La question pertinente est la suivante : le leadership serait-il sexiste ? Ne définissons-nous pas le leadership au féminin comme celui de la collaboration, de la compassion, de l’écoute et de la bienveillance ? Toute dérogation de l’un ou l’autre des sexes à cette vision stéréotypée du leadership entraine-t-elle des jugements sévères de la société ? 
 

Citons ici une recherche de Steven H. Appelbaum, Vanessa D’Antico et Christina Daoussis, intitulée Women as Leaders : The More Things Change, the More It’s the Same Thing  : « Les femmes et les hommes restent catégorisés en fonction de leur rôle sexuel ; les femmes ont des comportements communautaires et les hommes, des comportements dits d’autodétermination ou individualistes.
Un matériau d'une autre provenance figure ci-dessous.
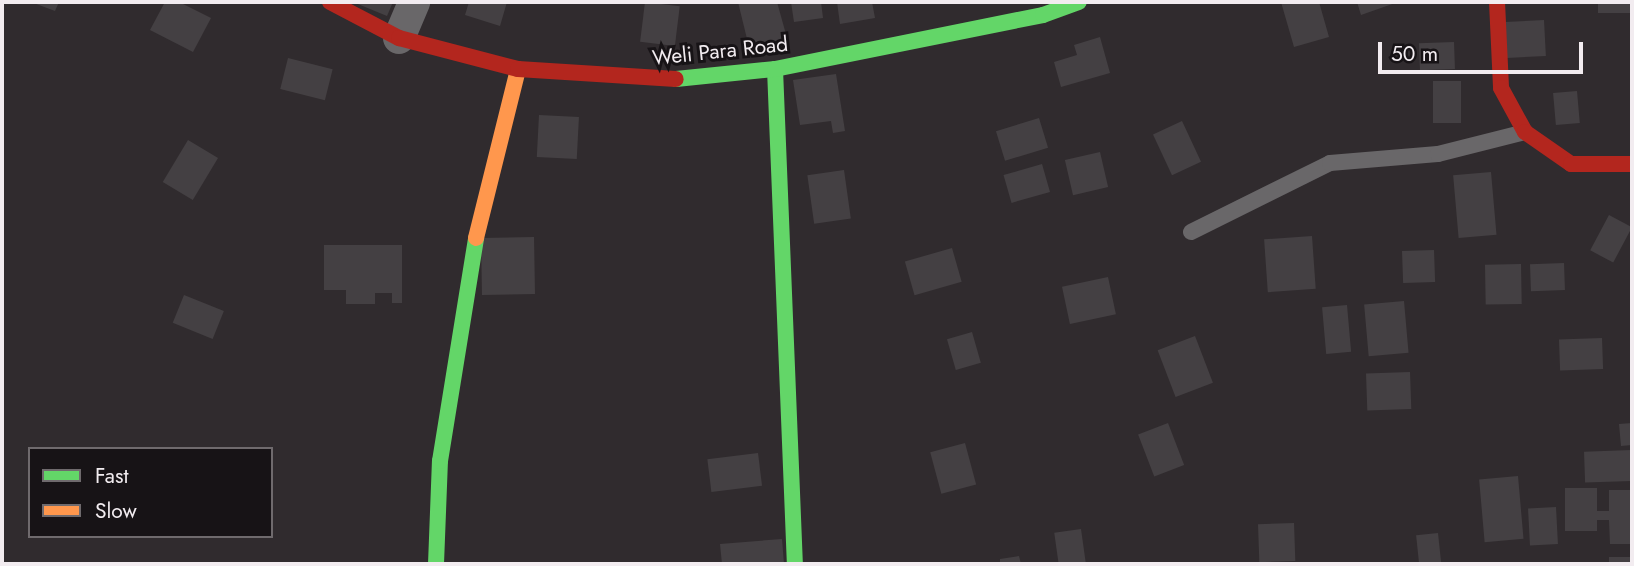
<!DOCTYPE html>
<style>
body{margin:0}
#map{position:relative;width:1634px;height:566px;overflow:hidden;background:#302b2e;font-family:Jost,sans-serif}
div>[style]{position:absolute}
.building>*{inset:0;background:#444043;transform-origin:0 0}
.lane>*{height:16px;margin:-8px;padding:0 8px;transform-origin:8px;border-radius:8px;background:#696769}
.street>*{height:32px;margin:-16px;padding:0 16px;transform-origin:16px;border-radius:16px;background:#696769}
.fast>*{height:16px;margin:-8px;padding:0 8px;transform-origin:8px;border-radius:8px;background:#63d668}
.slow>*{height:16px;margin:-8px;padding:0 8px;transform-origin:8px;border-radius:8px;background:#ff974d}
.jam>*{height:16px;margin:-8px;padding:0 8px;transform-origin:8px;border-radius:8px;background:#b3261e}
span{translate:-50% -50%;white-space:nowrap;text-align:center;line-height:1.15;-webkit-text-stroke:6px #171316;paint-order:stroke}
.street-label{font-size:21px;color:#f2ecf0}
.frame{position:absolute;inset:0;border:4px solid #f2ecf0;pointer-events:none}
.legend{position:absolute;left:28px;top:447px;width:245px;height:91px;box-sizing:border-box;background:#171316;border:2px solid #6f6a6d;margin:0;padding:9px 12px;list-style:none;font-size:21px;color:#f2ecf0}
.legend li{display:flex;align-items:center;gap:14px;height:35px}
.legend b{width:35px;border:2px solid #6f6a6d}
.scale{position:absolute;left:1378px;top:42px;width:205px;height:32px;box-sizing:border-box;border:4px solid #f2ecf0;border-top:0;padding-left:9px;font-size:21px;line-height:24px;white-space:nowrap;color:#f2ecf0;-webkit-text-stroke:5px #171316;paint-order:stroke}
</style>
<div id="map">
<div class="building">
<i style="clip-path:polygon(31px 2px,59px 2px,55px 11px)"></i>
<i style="clip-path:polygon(165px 2px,179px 2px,211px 18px,193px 52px,150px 30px)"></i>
<i style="clip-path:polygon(353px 2px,393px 2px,387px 16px)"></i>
<i style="clip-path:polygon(469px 2px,507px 2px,500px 26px,465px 15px)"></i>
<i style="left:645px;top:2px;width:35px;height:40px;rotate:7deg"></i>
<i style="clip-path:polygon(738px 2px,777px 2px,787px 38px,749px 47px)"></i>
<i style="clip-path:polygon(791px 2px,821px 2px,823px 18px,794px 22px)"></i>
<i style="clip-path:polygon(837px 2px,872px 2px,875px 18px,840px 24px)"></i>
<i style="clip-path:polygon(1281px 2px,1319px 2px,1329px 37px,1294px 47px)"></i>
<i style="clip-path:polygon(1357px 2px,1398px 2px,1361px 15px)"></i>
<i style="left:1598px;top:2px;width:34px;height:11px"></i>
<i style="left:1544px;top:20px;width:36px;height:44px;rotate:87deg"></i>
<i style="clip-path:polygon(1100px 37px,1110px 73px,1061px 87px,1054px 62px,1077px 55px,1074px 45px)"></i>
<i style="left:1454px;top:42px;width:27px;height:35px;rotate:88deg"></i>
<i style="left:288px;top:58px;width:46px;height:32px;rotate:14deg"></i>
<i style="clip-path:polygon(836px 74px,845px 131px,833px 133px,831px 121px,800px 125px,793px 80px)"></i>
<i style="left:1433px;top:81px;width:28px;height:42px"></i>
<i style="left:1577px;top:91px;width:32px;height:24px;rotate:85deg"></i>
<i style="left:539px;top:115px;width:40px;height:42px;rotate:3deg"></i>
<i style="left:1039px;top:118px;width:31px;height:45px;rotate:73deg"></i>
<i style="left:1182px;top:121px;width:45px;height:32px;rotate:65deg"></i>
<i style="left:188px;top:140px;width:35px;height:49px;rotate:31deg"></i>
<i style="left:1100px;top:152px;width:36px;height:36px;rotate:77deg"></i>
<i style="left:1042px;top:164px;width:29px;height:40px;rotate:74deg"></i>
<i style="left:844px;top:170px;width:49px;height:37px;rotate:82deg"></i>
<i style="left:1491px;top:172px;width:63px;height:38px;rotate:85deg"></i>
<i style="left:1609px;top:215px;width:26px;height:40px;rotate:28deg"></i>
<i style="left:1312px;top:236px;width:53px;height:48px;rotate:86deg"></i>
<i style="left:534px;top:237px;width:57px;height:53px;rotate:89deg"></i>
<i style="clip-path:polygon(324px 245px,402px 245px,402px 303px,392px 303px,392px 293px,375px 293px,375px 304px,346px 304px,346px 290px,324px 290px)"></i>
<i style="left:952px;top:248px;width:35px;height:49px;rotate:74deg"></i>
<i style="left:1434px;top:250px;width:32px;height:32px;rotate:88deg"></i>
<i style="left:1564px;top:263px;width:27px;height:34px;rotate:88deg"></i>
<i style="left:1521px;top:264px;width:40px;height:36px;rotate:89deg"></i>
<i style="left:1108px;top:277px;width:38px;height:47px;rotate:78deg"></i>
<i style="left:184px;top:295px;width:43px;height:30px;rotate:22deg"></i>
<i style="left:1404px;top:301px;width:52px;height:40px;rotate:85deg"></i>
<i style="left:1347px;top:305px;width:47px;height:25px;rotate:85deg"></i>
<i style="left:972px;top:332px;width:32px;height:26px;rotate:74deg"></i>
<i style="left:1195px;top:336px;width:50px;height:40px;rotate:69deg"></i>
<i style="left:1602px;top:338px;width:31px;height:43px;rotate:88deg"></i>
<i style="left:1410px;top:372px;width:37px;height:44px;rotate:88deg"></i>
<i style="left:1168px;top:423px;width:45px;height:32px;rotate:69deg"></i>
<i style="clip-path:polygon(1632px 423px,1632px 445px,1621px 446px,1619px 424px)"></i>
<i style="left:965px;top:443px;width:43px;height:36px;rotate:75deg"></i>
<i style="left:1631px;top:450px;width:31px;height:47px;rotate:88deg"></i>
<i style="left:758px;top:453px;width:33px;height:51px;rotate:83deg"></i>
<i style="left:1518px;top:476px;width:63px;height:39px;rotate:85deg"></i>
<i style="clip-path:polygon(1565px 488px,1597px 488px,1597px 511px,1609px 511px,1609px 490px,1632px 490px,1632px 544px,1610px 544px,1609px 520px,1597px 520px,1597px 531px,1565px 531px)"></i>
<i style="left:1556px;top:507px;width:37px;height:28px;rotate:87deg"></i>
<i style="left:1294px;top:523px;width:38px;height:36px;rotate:88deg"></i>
<i style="left:1081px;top:529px;width:35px;height:27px;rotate:82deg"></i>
<i style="left:1438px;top:533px;width:31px;height:22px;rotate:84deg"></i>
<i style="clip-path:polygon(782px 539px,784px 564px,722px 564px,720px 544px)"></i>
<i style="clip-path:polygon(1019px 556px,1021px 564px,1000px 564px,1000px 559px)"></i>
<i style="left:1609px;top:557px;width:23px;height:7px"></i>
</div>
<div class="lane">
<i style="left:1191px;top:232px;width:155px;rotate:-26.4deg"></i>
<i style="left:1330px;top:163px;width:108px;rotate:-4.8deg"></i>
<i style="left:1438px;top:154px;width:90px;rotate:-14.2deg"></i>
</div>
<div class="street">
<i style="left:399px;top:38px;width:39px;rotate:-67deg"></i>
</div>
<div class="fast">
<i style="left:775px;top:69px;width:495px;rotate:87.7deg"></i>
<i style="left:676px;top:79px;width:100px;rotate:-5.8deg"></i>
<i style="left:775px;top:69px;width:273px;rotate:-11.4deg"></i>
<i style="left:1043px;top:15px;width:38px;rotate:-20deg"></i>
<i style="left:436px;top:564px;width:103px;rotate:-87.8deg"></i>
<i style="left:440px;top:461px;width:226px;rotate:-80.8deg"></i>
</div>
<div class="slow">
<i style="left:476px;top:238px;width:174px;rotate:-76deg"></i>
</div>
<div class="jam">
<i style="left:330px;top:2px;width:78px;rotate:27.6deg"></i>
<i style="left:399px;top:38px;width:123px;rotate:14.6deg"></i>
<i style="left:518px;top:69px;width:158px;rotate:3.6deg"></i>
<i style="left:1497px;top:2px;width:86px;rotate:87.3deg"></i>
<i style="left:1501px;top:88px;width:50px;rotate:61.4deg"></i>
<i style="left:1525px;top:132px;width:56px;rotate:34.8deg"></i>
<i style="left:1571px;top:164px;width:61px"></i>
</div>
<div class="street-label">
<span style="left:720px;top:51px;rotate:-6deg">Weli Para Road</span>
</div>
<div class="frame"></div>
<ul class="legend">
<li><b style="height:9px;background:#63d668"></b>Fast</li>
<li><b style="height:9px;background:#ff974d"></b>Slow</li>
</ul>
<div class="scale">50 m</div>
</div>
Le style de leadership attribué aux hommes (appelé agentic leadership style en anglais) est considéré comme normal et acceptable, mais lorsque les femmes cherchent à se l’approprier, en affichant des caractéristiques telles que l'affirmation de soi, la ténacité et la compétitivité, elles ne correspondent plus à la définition stéréotypée qui leur a été dévolue. Ces femmes sont étiquetées comme différentes en raison de l’incongruité de leur rôle social et considérées comme déviantes car "agissant différemment". De plus, elles en souffrent souvent dans leur cheminement de carrière ».
 

Selon nous, il est plus que temps de revoir la définition du leadership pour la rendre plus multidimensionnelle en faisant référence à l’ensemble des qualités qu’elle doit comprendre et qui s’exprime différemment selon les défis des organisations. 
 

Force est de constater que nous n’avons pas encore suffisamment un vaste échantillon d’expressions du leadership au féminin qui permettrait de positionner le leadership dans un nouveau contexte de parité. Prenons l’exemple du monde des affaires canadien. Les différentes difficultés rencontrées par les femmes en raison des biais, des stéréotypes, de la conciliation travail-famille, des absences dues à la maternité et des politiques d’entreprise mal adaptées aux particularités de la condition féminine font en sorte que peu de femmes atteignent les plus hauts échelons de nos organisations. Seulement 4 % des postes de président et chef de la direction sont occupées par des femmes et aucune n’occupe cette fonction parmi les entreprises du TSX60. 
 

Les défis que pose le 21e siècle – les changements climatiques, la santé, l’environnement, l’épuisement des ressources planétaires, le vieillissement de la population, le développement de talents, les iniquités sociales, le télétravail, les nouvelles technologies, etc. – exigent un nouveau style de leadership. Nous devons préconiser un modèle où l’intelligence et les talents respectifs de tous et de toutes seront déployés dans notre recherche de solutions à ces défis multidimensionnels qui existent aujourd’hui et qui se complexifieront vraisemblablement dans le futur.